**EXERCISE GOAL**
The answer must consist of every line below that contains the word "played".

**** SOURCE MATERIAL ****

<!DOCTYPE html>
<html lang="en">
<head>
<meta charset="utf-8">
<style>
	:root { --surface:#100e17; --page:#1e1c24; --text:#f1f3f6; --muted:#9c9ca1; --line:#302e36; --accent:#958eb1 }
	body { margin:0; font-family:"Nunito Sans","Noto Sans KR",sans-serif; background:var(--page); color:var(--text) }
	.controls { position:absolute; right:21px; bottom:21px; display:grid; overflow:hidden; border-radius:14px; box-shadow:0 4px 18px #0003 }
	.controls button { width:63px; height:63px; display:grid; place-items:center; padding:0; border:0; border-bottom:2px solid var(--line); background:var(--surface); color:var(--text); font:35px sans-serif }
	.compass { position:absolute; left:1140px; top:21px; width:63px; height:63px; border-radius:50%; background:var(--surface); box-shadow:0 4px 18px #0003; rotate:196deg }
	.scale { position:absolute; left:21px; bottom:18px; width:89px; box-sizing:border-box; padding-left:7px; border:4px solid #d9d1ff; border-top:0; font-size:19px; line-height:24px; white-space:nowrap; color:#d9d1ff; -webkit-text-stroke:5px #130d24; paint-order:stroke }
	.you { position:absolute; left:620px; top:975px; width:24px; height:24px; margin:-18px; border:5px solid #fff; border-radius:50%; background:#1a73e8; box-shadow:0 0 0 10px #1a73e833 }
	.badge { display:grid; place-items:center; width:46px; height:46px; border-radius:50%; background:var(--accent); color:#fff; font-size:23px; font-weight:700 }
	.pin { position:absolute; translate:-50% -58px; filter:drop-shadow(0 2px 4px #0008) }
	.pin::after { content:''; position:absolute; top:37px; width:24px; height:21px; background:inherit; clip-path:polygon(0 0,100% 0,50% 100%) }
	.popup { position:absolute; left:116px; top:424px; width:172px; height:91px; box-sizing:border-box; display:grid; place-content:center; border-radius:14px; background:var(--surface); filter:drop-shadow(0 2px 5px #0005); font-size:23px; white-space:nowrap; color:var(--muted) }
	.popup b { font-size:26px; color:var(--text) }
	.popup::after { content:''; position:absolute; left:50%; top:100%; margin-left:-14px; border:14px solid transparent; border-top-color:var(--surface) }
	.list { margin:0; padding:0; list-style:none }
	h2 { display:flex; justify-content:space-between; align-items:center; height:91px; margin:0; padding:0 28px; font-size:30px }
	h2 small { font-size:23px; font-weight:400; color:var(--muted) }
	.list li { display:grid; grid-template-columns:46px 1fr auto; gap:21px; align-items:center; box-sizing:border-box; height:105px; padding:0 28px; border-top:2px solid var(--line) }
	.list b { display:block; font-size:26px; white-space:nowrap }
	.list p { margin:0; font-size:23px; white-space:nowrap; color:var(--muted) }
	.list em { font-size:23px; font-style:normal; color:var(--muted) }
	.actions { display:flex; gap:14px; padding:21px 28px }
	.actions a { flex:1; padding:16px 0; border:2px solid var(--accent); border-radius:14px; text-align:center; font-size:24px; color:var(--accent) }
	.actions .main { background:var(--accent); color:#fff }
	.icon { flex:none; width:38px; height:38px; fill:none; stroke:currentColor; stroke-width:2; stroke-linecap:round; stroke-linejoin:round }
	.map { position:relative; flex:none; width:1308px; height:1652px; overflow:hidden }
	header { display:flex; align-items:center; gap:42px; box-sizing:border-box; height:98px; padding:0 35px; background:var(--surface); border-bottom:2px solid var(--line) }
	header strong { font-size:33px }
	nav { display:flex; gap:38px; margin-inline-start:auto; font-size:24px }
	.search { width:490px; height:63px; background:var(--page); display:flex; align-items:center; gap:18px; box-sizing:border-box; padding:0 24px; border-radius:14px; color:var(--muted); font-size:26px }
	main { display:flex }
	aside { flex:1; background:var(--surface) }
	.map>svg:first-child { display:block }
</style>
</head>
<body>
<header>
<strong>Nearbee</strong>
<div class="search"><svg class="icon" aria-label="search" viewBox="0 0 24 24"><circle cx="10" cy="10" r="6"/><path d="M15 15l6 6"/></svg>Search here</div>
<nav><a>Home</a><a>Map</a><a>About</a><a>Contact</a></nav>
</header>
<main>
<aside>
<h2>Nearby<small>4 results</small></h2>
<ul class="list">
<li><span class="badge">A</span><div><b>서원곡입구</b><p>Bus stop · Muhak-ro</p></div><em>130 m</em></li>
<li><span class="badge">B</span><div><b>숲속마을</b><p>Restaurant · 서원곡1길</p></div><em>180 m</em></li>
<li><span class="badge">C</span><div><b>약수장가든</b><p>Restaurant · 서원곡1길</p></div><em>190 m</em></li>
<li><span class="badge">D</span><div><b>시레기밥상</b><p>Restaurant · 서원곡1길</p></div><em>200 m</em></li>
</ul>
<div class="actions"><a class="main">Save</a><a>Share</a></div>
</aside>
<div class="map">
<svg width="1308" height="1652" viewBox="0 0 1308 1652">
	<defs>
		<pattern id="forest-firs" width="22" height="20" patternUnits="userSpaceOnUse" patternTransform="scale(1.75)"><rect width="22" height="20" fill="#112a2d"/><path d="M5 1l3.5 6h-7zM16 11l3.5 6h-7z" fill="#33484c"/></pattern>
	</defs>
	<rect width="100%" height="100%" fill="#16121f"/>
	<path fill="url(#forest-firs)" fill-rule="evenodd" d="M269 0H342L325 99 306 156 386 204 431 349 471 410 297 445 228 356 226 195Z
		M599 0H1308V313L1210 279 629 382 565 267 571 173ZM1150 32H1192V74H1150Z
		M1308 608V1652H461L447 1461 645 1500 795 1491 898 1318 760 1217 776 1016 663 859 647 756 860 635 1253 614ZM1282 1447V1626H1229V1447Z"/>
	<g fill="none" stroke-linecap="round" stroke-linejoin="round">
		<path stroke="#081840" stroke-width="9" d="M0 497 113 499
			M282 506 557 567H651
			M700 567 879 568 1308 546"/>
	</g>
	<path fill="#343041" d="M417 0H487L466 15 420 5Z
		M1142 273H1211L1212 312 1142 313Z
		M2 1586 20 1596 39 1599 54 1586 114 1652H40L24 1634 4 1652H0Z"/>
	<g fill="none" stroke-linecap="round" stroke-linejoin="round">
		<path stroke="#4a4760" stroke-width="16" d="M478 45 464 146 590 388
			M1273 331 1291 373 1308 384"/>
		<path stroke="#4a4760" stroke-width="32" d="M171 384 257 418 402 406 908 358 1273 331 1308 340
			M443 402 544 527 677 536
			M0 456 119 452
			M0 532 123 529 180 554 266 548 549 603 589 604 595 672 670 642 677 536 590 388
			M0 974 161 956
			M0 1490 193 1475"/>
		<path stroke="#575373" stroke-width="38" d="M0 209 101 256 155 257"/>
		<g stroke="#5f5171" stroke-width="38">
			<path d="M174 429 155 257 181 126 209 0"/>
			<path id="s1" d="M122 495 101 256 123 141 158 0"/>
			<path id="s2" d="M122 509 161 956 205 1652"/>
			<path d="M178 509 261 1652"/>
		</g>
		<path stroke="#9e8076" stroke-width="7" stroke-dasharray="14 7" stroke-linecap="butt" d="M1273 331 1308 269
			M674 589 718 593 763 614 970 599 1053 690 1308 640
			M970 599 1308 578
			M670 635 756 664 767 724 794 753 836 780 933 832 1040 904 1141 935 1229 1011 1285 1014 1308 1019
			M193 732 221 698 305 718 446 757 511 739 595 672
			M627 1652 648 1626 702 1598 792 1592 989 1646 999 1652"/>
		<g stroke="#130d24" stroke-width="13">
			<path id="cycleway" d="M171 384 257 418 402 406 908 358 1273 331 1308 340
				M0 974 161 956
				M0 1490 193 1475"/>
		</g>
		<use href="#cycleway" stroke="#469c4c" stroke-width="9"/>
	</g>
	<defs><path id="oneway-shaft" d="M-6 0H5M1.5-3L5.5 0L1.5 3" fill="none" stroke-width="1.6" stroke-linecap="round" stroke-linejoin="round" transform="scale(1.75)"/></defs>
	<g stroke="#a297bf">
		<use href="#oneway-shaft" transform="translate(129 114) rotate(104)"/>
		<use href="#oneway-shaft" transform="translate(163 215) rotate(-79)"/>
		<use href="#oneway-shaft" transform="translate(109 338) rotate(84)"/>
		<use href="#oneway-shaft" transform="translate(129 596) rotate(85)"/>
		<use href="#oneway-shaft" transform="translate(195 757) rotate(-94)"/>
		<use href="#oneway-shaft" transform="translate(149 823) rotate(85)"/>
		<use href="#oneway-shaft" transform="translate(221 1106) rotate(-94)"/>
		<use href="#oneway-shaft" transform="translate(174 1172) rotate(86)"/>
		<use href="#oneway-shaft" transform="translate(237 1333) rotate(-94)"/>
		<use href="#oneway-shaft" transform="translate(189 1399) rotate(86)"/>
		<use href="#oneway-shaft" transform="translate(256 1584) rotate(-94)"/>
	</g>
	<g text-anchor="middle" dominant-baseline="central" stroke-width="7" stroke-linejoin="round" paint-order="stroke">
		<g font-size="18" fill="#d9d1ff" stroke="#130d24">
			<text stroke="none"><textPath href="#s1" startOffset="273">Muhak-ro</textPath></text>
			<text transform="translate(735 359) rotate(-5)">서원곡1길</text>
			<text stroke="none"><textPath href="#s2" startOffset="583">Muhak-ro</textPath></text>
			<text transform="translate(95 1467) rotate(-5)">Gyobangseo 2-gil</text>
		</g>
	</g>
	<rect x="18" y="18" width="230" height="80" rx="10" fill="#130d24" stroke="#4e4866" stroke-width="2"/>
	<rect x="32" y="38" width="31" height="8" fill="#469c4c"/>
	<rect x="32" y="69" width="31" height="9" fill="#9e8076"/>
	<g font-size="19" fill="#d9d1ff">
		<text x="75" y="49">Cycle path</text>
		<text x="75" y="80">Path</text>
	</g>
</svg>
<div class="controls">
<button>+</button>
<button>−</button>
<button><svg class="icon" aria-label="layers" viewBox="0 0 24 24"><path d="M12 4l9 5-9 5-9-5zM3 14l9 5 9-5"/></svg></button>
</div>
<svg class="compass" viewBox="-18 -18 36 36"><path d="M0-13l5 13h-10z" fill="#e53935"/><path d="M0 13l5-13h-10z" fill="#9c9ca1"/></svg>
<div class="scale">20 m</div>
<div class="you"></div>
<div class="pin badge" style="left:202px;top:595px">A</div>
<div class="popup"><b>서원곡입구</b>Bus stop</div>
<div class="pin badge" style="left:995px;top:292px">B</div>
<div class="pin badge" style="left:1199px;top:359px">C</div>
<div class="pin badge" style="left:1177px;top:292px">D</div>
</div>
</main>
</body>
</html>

****
**** SOURCE MATERIAL ****

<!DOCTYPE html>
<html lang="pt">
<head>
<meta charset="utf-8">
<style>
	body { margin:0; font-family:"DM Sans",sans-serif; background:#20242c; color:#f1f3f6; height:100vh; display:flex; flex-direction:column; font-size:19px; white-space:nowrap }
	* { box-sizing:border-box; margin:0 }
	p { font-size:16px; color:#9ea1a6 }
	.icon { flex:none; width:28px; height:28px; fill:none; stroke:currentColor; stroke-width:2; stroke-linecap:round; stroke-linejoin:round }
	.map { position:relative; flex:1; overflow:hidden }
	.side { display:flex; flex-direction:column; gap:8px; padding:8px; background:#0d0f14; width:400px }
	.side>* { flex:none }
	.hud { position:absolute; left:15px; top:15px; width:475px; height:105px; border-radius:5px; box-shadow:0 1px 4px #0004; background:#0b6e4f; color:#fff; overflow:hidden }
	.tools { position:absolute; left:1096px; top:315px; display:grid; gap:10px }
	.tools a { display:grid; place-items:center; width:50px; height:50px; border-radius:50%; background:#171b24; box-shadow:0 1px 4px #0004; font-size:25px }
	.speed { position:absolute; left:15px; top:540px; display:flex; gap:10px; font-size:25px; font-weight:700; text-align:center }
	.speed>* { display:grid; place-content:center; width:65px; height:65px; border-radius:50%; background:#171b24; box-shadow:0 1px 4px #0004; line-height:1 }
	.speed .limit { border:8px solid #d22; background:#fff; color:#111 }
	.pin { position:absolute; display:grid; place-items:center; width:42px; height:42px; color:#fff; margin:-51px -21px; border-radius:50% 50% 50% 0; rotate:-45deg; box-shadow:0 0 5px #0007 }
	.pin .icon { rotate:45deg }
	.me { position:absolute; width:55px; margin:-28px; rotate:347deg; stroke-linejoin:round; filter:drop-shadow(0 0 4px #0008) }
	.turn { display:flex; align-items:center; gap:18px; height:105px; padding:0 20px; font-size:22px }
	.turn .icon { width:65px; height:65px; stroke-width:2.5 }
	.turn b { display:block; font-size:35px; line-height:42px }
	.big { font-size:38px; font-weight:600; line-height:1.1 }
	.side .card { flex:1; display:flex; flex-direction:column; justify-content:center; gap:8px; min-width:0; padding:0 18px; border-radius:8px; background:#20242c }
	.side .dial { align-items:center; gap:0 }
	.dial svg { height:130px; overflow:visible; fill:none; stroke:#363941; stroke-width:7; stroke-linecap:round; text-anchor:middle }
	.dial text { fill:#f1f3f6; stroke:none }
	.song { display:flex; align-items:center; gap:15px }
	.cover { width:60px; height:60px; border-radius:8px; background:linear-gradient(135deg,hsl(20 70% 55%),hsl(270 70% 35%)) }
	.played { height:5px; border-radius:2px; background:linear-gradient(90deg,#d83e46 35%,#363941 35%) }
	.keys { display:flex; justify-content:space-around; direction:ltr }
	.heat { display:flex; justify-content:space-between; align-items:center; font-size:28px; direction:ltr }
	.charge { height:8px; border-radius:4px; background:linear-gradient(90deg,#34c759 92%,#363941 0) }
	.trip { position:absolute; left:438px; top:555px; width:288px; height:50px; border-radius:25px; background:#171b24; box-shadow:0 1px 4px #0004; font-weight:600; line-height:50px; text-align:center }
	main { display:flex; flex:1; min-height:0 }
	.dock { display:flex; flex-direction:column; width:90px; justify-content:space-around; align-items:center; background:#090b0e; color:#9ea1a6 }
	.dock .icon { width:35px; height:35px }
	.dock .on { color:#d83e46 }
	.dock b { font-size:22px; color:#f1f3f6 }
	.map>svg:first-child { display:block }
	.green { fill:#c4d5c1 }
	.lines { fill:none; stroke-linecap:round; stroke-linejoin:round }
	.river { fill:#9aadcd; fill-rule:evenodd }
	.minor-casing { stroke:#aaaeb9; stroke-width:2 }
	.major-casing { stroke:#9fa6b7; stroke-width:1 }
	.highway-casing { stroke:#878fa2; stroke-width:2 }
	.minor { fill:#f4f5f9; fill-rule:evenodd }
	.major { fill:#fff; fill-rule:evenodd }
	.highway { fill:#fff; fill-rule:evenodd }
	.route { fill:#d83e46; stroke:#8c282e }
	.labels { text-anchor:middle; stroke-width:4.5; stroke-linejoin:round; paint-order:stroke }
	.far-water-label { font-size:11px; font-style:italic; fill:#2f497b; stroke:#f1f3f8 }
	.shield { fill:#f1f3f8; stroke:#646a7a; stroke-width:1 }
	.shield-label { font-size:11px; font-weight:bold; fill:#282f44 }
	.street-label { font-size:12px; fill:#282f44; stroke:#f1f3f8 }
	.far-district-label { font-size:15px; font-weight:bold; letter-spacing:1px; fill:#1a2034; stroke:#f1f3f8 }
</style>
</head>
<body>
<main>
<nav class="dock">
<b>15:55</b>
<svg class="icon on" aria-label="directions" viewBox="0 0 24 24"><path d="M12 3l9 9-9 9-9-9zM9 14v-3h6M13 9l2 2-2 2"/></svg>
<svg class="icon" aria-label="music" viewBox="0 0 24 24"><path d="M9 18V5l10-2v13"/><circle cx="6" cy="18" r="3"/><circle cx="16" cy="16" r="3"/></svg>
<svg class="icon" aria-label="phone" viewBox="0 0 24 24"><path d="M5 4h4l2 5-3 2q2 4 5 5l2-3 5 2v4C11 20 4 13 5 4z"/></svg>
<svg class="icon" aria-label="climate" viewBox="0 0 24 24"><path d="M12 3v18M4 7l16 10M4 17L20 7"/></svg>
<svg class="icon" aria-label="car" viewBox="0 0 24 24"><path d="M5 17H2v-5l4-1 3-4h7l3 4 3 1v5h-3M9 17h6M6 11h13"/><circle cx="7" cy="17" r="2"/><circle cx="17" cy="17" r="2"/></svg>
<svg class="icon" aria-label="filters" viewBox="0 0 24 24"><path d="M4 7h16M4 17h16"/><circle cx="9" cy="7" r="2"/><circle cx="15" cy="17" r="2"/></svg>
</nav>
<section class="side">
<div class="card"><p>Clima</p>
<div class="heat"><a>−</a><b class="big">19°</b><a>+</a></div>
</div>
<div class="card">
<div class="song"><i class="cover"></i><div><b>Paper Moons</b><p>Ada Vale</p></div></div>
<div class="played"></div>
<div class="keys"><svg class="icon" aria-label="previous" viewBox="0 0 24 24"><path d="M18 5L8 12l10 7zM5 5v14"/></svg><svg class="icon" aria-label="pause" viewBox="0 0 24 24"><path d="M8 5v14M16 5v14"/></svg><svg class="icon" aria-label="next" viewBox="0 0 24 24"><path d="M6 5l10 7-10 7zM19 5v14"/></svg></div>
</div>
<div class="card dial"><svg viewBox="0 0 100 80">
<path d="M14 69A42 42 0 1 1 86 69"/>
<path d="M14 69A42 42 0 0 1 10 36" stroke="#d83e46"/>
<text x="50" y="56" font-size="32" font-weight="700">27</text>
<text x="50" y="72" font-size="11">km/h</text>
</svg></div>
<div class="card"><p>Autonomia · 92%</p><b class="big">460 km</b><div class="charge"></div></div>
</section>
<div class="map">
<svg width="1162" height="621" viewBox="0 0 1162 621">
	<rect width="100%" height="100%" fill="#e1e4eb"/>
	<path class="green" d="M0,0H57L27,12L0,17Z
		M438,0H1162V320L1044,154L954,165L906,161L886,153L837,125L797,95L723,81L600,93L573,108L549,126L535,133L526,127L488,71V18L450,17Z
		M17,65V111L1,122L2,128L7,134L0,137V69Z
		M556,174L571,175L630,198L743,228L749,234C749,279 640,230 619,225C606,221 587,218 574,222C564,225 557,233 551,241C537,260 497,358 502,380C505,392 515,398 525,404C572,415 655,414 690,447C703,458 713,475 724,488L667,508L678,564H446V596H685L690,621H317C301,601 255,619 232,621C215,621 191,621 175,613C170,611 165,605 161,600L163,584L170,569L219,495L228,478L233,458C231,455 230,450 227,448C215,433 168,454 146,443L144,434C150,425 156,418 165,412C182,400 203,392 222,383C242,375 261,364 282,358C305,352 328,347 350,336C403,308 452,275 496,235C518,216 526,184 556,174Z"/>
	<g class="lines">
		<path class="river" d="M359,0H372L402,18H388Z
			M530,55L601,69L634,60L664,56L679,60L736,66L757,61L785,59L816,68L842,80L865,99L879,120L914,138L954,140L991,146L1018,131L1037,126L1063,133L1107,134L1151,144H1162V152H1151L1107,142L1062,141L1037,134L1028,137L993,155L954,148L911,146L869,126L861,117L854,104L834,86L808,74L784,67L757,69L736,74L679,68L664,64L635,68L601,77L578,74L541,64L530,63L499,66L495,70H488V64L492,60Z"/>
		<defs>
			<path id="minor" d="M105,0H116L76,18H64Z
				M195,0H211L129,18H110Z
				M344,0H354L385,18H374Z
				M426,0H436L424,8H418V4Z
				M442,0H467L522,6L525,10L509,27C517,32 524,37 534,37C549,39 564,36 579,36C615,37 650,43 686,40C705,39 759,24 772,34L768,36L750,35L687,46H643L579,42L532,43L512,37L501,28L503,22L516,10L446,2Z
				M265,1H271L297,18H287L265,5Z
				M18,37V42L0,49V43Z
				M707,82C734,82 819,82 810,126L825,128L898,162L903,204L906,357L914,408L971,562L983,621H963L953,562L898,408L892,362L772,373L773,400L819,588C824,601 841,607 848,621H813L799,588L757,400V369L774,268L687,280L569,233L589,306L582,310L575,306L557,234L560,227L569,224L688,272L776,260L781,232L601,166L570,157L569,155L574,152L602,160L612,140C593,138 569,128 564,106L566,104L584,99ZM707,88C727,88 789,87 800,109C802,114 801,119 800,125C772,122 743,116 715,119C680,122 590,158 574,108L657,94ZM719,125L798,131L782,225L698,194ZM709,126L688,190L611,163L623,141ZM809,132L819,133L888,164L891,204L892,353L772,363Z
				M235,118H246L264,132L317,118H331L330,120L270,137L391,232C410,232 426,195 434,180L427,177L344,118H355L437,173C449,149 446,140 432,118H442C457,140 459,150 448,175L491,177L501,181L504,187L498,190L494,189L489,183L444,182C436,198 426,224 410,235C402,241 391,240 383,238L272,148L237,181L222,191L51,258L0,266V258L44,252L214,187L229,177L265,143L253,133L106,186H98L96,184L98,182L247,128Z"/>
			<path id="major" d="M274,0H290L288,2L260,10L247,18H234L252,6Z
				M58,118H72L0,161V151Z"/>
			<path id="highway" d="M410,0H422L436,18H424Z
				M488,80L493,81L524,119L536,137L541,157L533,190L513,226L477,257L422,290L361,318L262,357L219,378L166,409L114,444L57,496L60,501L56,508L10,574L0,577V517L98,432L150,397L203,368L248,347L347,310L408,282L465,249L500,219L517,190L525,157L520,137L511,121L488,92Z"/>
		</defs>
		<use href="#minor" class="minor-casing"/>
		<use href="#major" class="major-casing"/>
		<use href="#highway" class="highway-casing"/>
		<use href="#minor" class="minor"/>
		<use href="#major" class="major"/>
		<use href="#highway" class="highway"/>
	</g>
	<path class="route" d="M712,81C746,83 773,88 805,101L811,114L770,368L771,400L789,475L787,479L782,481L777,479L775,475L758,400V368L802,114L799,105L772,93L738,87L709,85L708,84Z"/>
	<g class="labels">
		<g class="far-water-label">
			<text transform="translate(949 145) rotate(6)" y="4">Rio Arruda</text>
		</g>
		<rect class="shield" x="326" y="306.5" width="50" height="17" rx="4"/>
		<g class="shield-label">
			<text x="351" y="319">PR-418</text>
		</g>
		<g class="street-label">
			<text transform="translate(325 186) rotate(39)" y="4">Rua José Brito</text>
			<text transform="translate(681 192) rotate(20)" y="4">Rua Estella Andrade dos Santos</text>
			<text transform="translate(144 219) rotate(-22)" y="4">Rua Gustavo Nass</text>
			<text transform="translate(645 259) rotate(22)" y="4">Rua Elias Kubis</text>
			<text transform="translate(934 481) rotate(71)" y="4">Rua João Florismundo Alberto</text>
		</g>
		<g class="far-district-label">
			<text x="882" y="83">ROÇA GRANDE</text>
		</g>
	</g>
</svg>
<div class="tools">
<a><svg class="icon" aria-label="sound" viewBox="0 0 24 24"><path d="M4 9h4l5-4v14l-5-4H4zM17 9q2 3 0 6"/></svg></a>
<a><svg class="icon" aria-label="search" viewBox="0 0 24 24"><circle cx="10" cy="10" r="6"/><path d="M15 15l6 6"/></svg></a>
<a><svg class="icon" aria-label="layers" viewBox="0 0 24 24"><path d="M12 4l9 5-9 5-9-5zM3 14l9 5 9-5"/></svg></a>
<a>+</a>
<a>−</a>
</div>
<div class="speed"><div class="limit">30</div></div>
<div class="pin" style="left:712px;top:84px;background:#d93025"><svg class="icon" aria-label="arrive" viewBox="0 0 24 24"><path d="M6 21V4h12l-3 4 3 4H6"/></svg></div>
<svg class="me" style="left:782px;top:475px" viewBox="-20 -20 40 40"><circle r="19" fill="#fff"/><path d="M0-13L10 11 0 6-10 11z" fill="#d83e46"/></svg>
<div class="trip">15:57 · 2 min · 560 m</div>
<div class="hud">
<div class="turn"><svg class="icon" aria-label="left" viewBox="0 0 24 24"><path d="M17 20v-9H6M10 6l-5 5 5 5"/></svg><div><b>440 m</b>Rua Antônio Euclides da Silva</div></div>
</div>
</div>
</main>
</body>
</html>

****

**RESPONSE**
	.played { height:5px; border-radius:2px; background:linear-gradient(90deg,#d83e46 35%,#363941 35%) }
<div class="played"></div>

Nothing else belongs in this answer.